Miss Mishcon and her Panel (paid for by the public), failed to investigate why the lessons of Kennedy had not been learned in Bristol. This serious omission simply gave Mr Woolley, Ms Lee and their board colleagues the green light to carry on as before – taking unacceptable risks with patient care and trying to cover up when it goes wrong. The tragic consequence of this is evident in their Trust’s treatment of Luke Jenkins, Sean Turner and their families, and the fact that other families are coming forward to tell of their experiences in Bristol.
“What the (Histopathology) Inquiry report reminds us is that the system is most safe when all parts of it contribute in a spirit of openness and collaboration, putting the patient’s interests first.”
It’s over three years since Mr Woolley said this at the press release of the Mishcon Inquiry Report. We want to know if he and his board are ever going to practise what they preach. The message we take from his and Ms Lee’s behaviour is that, despite the heroic efforts of their staff who do their best for patients (and we don’t mean staff who become implicated in shameful cover ups of the truth about failings), overall University Hospitals Bristol’s systems are not safe because Mr Woolley, Ms Lee and their board are not open, do not collaborate and do not put patients’ interests first.

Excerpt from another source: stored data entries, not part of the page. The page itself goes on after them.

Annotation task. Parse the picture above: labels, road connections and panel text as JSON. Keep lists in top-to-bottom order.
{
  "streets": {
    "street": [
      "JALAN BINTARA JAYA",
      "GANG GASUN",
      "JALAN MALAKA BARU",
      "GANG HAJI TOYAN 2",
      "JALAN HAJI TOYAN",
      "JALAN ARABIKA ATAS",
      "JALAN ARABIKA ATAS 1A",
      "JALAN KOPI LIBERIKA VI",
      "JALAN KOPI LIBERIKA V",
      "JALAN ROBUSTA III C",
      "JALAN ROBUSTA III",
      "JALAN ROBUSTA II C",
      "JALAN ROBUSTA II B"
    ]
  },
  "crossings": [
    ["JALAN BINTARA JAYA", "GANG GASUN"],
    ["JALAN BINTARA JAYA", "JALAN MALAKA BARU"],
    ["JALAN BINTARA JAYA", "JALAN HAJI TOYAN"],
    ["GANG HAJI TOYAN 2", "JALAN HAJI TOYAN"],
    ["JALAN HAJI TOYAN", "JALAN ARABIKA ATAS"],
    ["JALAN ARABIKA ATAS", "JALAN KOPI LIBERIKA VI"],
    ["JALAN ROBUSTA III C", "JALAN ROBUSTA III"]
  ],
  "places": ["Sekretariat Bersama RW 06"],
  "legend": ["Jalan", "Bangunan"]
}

The board of University Hospitals Bristol still prioritises defence, denial, reputation management and damage limitation over patients – all the things that must be driven out of the NHS if it is to be safe in the aftermath of the Mid Staffordshire Inquiry and the Berwick Review into patient safety.
An NHS Trust Board like University Hospitals Bristol’s, which refuses to understand this, is a risk to patient safety and public protection.
(1) Local Involvement Network – a network of local people, organisations and groups that want to make care services better. Superseded by Healthwatch in April 2013
(2) Kennedy Inquiry – The Public Inquiry chaired by Professor Ian Kennedy to inquire into the management of the care of children receiving complex cardiac surgical services at the Bristol Royal Infirmary between 1984 and 1995. The Report was published in 2001.
(3) Health Scrutiny Committee – a local council committee which scrutinises local NHS and social care services.